* Task instructions
The finished copy should hold every entry exactly as given, and no pictures.

* Material to process

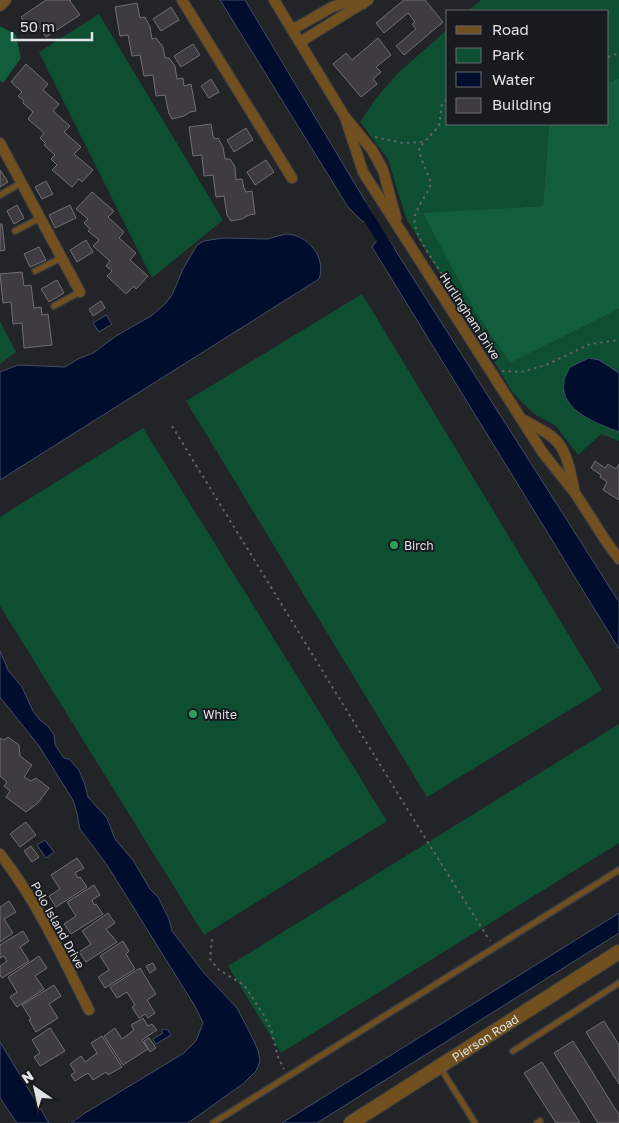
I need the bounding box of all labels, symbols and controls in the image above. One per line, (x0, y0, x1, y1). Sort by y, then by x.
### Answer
scale bar (12, 10, 92, 42)
legend (446, 10, 609, 125)
text: 50 m (20, 17, 55, 35)
text: Road (492, 20, 529, 38)
text: Park (492, 45, 525, 63)
text: Water (492, 70, 535, 88)
text: Building (492, 95, 552, 113)
street label: Hurlingham Drive (436, 270, 504, 362)
place label: Birch (404, 538, 434, 553)
marker: Birch (388, 539, 400, 551)
place label: White (203, 707, 237, 722)
marker: White (187, 708, 199, 720)
street label: Polo Island Drive (28, 879, 88, 971)
street label: Pierson Road (449, 1011, 521, 1064)
north arrow (10, 1063, 60, 1113)
text: N (18, 1067, 37, 1087)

* Result below
I need the bounding box of all labels, symbols and controls in the image above. One per line, (x0, y0, x1, y1). Sort by y, then by x.
### Answer
scale bar (12, 10, 92, 42)
legend (446, 10, 609, 125)
text: 50 m (20, 17, 55, 35)
text: Road (492, 20, 529, 38)
text: Park (492, 45, 525, 63)
text: Water (492, 70, 535, 88)
text: Building (492, 95, 552, 113)
street label: Hurlingham Drive (436, 270, 504, 362)
place label: Birch (404, 538, 434, 553)
marker: Birch (388, 539, 400, 551)
place label: White (203, 707, 237, 722)
marker: White (187, 708, 199, 720)
street label: Polo Island Drive (28, 879, 88, 971)
street label: Pierson Road (449, 1011, 521, 1064)
north arrow (10, 1063, 60, 1113)
text: N (18, 1067, 37, 1087)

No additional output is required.